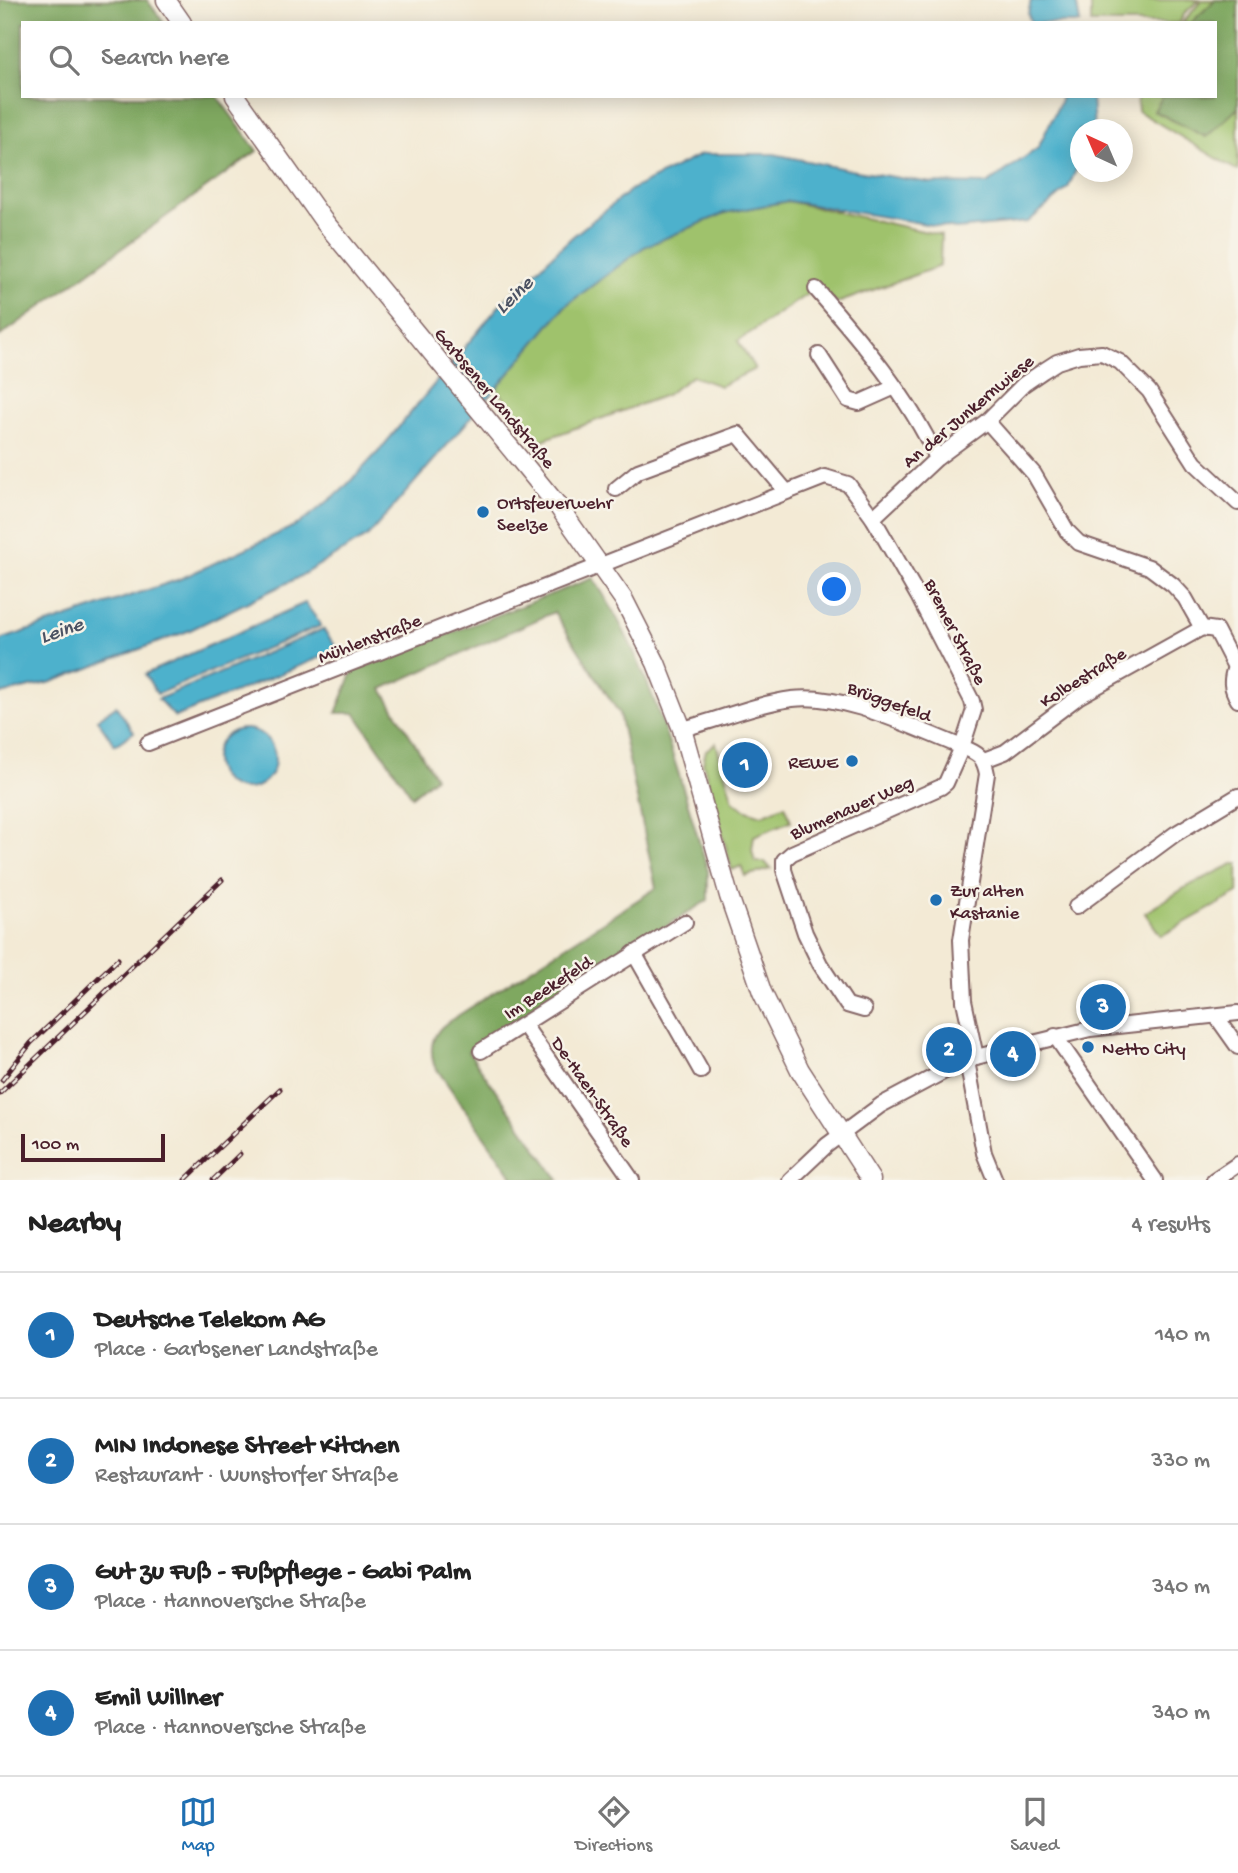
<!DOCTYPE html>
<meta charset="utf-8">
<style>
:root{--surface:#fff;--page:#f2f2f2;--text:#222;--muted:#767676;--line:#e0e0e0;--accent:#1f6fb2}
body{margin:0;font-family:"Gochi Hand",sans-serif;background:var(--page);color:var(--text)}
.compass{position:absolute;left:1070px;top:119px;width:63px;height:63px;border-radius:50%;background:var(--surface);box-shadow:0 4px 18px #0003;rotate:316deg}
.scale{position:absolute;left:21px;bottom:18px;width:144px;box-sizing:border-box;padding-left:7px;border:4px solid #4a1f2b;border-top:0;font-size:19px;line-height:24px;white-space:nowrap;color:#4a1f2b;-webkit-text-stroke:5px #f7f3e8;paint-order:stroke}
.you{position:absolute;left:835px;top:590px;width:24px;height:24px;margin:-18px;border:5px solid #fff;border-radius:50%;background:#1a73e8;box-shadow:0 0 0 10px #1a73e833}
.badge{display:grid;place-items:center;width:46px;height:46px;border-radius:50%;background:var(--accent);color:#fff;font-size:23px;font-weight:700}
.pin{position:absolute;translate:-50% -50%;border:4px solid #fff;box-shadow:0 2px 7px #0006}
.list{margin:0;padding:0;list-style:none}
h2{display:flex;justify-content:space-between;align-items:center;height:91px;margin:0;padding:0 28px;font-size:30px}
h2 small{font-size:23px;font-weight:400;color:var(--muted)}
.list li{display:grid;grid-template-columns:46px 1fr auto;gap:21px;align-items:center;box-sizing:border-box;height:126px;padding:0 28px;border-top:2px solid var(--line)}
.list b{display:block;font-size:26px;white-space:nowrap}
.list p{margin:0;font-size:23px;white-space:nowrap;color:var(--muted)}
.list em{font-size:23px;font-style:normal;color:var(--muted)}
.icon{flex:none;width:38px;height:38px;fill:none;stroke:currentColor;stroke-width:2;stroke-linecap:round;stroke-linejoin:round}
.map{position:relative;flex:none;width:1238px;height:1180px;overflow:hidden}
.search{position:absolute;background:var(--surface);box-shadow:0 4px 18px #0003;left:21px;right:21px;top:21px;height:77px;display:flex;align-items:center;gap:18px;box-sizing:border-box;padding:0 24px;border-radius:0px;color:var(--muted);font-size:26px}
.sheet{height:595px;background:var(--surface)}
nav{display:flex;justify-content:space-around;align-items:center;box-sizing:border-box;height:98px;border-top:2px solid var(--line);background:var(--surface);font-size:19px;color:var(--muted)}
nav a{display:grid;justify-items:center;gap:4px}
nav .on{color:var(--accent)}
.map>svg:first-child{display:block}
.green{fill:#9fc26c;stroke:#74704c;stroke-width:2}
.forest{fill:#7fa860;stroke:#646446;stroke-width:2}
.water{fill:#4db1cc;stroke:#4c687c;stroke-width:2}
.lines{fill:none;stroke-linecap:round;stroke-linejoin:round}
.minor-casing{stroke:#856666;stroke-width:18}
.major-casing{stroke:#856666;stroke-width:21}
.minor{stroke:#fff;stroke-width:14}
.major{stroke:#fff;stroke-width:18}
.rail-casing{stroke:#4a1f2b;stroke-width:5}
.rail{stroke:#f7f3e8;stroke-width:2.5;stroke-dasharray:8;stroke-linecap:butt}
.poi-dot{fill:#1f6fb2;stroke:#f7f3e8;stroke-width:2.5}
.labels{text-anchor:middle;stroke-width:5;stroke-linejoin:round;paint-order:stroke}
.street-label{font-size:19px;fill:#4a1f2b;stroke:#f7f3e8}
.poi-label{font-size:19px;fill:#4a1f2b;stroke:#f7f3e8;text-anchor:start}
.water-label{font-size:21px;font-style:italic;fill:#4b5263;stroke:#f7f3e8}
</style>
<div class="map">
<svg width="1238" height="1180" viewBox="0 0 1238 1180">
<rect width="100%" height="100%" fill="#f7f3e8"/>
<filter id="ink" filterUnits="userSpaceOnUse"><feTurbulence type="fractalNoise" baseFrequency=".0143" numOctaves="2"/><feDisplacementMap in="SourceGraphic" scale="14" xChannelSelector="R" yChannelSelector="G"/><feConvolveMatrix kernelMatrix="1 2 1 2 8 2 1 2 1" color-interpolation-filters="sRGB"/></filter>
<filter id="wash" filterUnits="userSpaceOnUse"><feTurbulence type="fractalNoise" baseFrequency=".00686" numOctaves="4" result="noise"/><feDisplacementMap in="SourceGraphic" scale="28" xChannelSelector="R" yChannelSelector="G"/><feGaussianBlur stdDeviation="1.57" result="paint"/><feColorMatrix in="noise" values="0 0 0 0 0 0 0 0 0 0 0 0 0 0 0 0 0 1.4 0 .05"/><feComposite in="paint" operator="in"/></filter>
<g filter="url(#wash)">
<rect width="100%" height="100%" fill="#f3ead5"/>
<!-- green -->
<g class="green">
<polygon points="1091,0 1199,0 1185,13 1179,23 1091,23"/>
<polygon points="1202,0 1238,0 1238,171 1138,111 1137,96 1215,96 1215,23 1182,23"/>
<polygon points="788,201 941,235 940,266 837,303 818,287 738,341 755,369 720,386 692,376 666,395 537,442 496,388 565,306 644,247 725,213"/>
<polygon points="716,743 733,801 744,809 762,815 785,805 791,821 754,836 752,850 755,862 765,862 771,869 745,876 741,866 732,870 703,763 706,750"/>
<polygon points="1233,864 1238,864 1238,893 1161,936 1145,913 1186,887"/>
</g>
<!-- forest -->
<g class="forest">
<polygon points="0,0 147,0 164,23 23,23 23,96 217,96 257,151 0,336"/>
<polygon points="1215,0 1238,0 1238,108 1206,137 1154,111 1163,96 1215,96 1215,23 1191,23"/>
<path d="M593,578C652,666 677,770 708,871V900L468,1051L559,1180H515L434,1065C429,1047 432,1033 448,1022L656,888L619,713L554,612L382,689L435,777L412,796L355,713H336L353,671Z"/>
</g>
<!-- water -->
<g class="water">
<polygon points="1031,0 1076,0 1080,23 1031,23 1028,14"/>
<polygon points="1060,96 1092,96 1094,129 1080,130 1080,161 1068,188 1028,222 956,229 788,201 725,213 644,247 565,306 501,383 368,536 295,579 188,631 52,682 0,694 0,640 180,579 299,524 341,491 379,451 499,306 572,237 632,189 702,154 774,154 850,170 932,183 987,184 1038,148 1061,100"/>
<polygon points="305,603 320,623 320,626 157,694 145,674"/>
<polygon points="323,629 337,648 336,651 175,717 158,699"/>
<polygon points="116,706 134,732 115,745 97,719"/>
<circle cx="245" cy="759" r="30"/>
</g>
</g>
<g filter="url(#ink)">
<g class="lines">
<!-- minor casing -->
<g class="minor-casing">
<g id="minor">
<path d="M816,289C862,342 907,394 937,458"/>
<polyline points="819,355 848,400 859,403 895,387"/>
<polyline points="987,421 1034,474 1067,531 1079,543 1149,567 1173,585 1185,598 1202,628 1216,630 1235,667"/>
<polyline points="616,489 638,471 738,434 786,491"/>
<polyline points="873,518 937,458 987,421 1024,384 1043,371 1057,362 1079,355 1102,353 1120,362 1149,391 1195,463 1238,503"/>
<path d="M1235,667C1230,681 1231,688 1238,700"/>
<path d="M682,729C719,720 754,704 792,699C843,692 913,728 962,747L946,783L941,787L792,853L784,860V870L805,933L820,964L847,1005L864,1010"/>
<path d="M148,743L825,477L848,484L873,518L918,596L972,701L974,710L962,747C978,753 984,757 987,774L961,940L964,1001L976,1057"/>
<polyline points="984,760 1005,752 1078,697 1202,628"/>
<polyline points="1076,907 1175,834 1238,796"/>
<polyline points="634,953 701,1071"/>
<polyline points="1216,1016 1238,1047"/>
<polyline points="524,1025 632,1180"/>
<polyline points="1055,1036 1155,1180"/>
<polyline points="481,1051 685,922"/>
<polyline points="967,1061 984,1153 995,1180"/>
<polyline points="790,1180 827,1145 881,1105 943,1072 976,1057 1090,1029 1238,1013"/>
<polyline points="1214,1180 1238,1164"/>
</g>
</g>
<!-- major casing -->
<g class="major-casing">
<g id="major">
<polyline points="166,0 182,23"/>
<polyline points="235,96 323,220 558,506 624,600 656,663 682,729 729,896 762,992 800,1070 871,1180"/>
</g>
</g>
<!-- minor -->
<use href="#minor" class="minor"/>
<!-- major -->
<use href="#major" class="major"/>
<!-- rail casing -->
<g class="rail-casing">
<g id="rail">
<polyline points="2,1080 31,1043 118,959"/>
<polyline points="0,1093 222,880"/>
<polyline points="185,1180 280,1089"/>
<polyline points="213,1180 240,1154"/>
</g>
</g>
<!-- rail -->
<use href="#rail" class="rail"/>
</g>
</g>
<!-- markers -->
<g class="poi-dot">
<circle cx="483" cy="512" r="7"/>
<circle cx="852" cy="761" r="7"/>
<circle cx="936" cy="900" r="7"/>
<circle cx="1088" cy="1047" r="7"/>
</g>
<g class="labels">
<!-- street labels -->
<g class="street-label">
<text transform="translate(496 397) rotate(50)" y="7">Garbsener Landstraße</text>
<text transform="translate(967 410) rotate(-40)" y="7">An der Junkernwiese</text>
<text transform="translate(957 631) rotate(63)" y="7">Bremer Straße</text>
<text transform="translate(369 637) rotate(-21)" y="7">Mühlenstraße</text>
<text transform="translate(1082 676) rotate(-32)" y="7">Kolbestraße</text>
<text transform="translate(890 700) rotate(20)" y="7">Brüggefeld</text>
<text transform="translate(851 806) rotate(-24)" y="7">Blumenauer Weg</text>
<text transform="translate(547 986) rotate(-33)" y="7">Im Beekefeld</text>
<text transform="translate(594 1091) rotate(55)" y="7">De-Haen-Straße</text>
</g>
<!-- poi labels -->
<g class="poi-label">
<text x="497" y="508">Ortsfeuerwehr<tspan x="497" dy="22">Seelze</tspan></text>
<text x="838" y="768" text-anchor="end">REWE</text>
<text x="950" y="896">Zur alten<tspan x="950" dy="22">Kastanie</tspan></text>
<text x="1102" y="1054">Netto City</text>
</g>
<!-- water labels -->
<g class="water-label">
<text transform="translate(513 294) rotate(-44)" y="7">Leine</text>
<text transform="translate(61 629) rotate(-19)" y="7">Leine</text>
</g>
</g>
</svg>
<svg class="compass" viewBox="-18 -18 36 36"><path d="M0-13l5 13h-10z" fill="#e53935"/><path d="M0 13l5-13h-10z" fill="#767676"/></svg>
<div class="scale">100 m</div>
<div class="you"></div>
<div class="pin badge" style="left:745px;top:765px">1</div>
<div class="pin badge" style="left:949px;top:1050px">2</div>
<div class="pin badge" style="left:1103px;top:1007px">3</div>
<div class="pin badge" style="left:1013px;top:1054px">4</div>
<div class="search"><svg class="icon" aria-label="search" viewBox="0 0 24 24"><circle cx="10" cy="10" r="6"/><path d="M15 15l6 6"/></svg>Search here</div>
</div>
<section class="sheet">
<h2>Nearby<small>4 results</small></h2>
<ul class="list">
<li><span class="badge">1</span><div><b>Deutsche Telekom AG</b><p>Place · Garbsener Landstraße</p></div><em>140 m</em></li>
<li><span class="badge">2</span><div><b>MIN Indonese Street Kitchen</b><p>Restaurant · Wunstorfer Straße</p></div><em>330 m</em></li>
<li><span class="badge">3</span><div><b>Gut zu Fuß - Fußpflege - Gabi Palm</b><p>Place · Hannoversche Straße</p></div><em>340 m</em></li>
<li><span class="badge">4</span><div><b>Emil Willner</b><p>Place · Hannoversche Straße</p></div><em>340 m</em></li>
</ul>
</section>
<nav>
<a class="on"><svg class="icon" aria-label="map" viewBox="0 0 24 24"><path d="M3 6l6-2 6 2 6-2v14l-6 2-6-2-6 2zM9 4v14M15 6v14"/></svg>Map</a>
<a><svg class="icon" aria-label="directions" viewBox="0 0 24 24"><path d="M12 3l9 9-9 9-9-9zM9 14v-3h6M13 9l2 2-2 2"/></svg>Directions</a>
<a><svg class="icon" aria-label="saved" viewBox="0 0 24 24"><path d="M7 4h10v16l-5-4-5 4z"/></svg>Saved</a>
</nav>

──────────

**WHAT NEEDS TO BE DONE:**
Please go line by line through the records above, copying each one that holds the string "yChannelSelector".

**OUTPUT FOR THIS EXERCISE:**
<filter id="ink" filterUnits="userSpaceOnUse"><feTurbulence type="fractalNoise" baseFrequency=".0143" numOctaves="2"/><feDisplacementMap in="SourceGraphic" scale="14" xChannelSelector="R" yChannelSelector="G"/><feConvolveMatrix kernelMatrix="1 2 1 2 8 2 1 2 1" color-interpolation-filters="sRGB"/></filter>
<filter id="wash" filterUnits="userSpaceOnUse"><feTurbulence type="fractalNoise" baseFrequency=".00686" numOctaves="4" result="noise"/><feDisplacementMap in="SourceGraphic" scale="28" xChannelSelector="R" yChannelSelector="G"/><feGaussianBlur stdDeviation="1.57" result="paint"/><feColorMatrix in="noise" values="0 0 0 0 0 0 0 0 0 0 0 0 0 0 0 0 0 1.4 0 .05"/><feComposite in="paint" operator="in"/></filter>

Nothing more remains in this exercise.